Following Essential Tremors, Walston took a break and began to write down many of the thoughts he was having that would influence his next record, and to spend time with his child. Eventually, he and his bandmates found the discarded grenade factory that would become their own studio.

While Walston is very much a hands-on man, all the work he had ever done to that point was as much as he and his bandmates were about to take on. The building had been previously refurbished haphazardly. There were rooms full of screws scattered on the ground, rooms where everything was furnished from wooden pallets. The group had to pull everything apart.

“We did all of it; it was like a total craziness,” he says. “The whole thing was very much trial by fire, going from ‘I’ve done a few jobs around the house,” to ‘We can gut this whole building.’”

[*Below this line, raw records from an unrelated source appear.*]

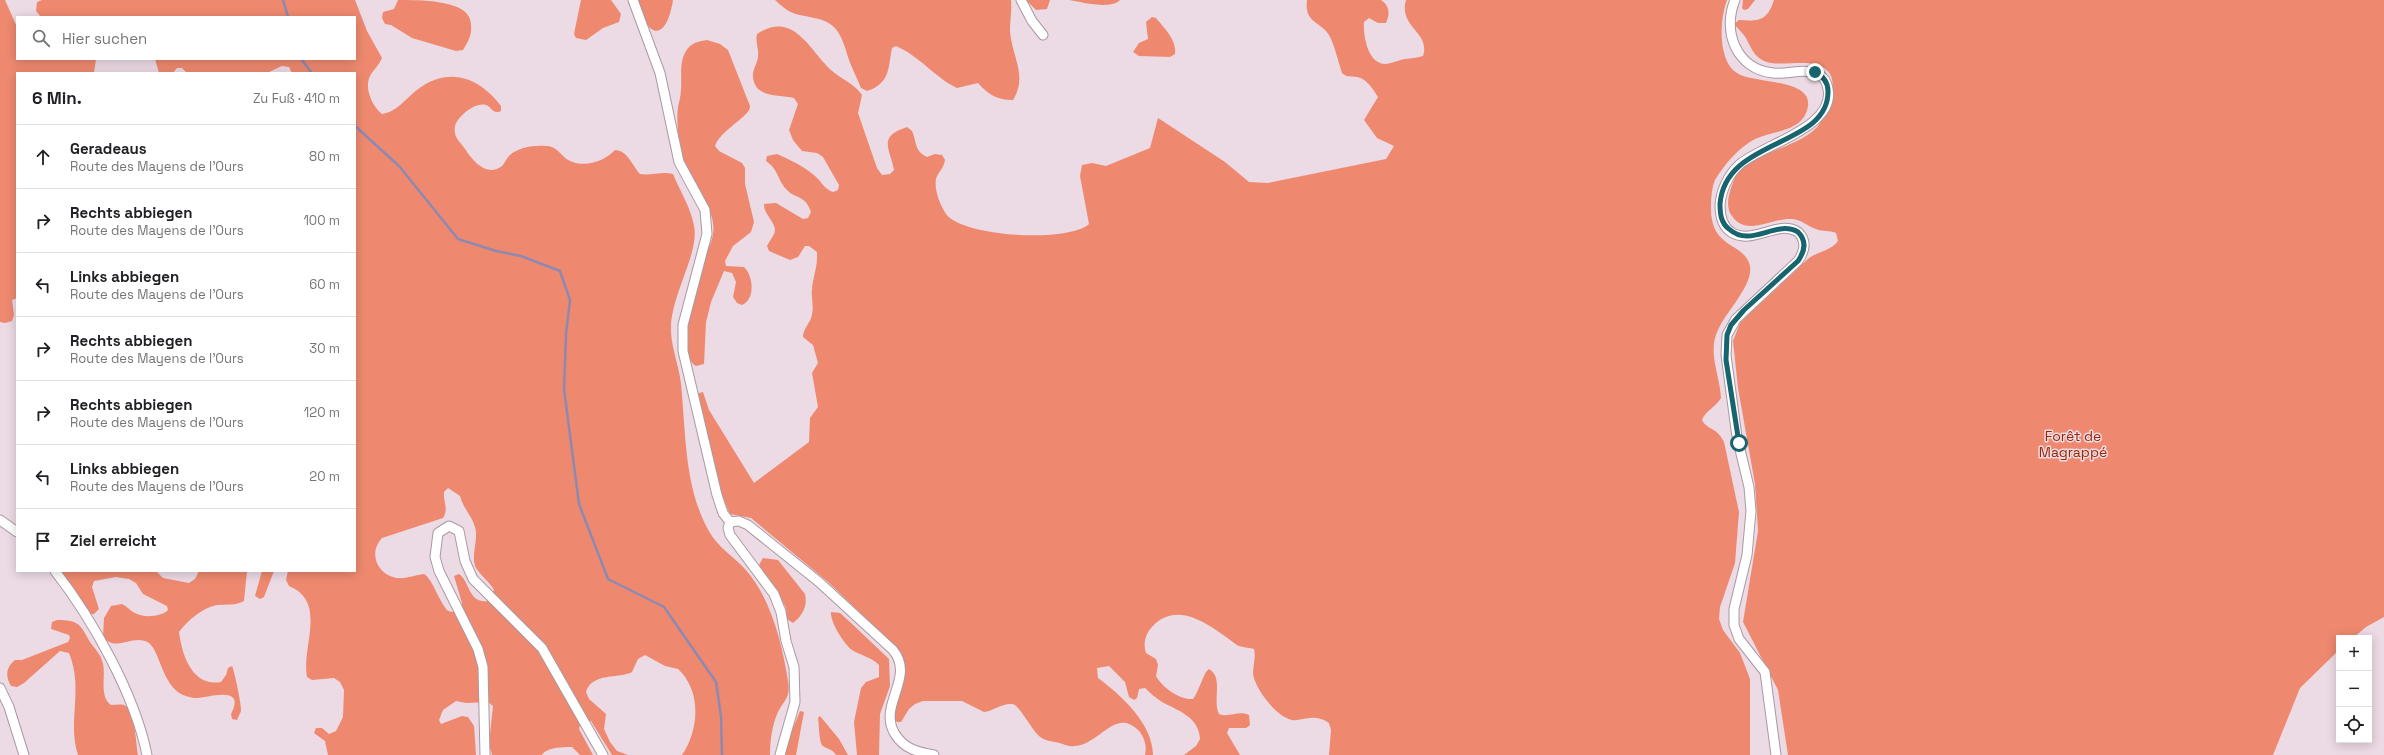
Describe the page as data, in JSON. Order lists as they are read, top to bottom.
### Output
{
  "parks": ["Forêt de Magrappé"],
  "page": {
    "search": "Hier suchen",
    "heading": ["6 Min.", "Zu Fuß · 410 m"],
    "list": [
      ["Geradeaus", "Route des Mayens de l'Ours", "80 m"],
      ["Rechts abbiegen", "Route des Mayens de l'Ours", "100 m"],
      ["Links abbiegen", "Route des Mayens de l'Ours", "60 m"],
      ["Rechts abbiegen", "Route des Mayens de l'Ours", "30 m"],
      ["Rechts abbiegen", "Route des Mayens de l'Ours", "120 m"],
      ["Links abbiegen", "Route des Mayens de l'Ours", "20 m"],
      "Ziel erreicht"
    ],
    "map_buttons": ["+", "−"]
  }
}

J. Roddy Walston and the Business, J Roddy Walston and the Business

J. Roddy Walston photographed at BottleRock Napa Valley on May 27, 2018. Photo: Mike DeWald

When the studio was built and furnished, Walston and the band spent a year and a half making Destroyers of the Soft Life. After writing and recording 90 percent of the album in early 2017, they flew to Seattle for a month to track the vocals with producer Phil Ek (The Shins, Fleet Foxes, Built to Spill).

“Phil helped us get an outside view of the thing,” Walston says. “Built to Spill is definitely one of my favorite things that he’s been involved with, but his track record is pretty outrageous, whether that’s on a mixing role or production role. Because he had worked with such great people, there was some part of me that wanted him to go, ‘you remind me of blah-blah-blah.’ But he [said], ‘I don’t do that.’ Which was actually the thrust of the whole thing for us with this record—not putting on blinders, but blowing out the box and doing whatever we want.”

J. Roddy Walton and the Business released Destroyers of the Soft Life in September 2017 and have spent a good portion of the year since on the road. At BottleRock Napa in May, the band seemed reenergized, and Walston especially. The bandleader, often at his ‘70s standup piano, is a charismatic leader, usually in motion.

The band used to play between 150 and 200 shows per year. That would drain its energy and make the members not want to write, record or spend time together after returning home. They don’t have to play so many shows anymore.

This has given Walston the time to write more songs. He expects more new music from his band, and possibly some solo material by year’s end.

“I love being on the road, I love playing shows, I love touring—but it also took a while to get the motor started again writing on the last record,” he says. “Now that we’re not just constantly burning the candle at both ends, I actually have energy to be creative.”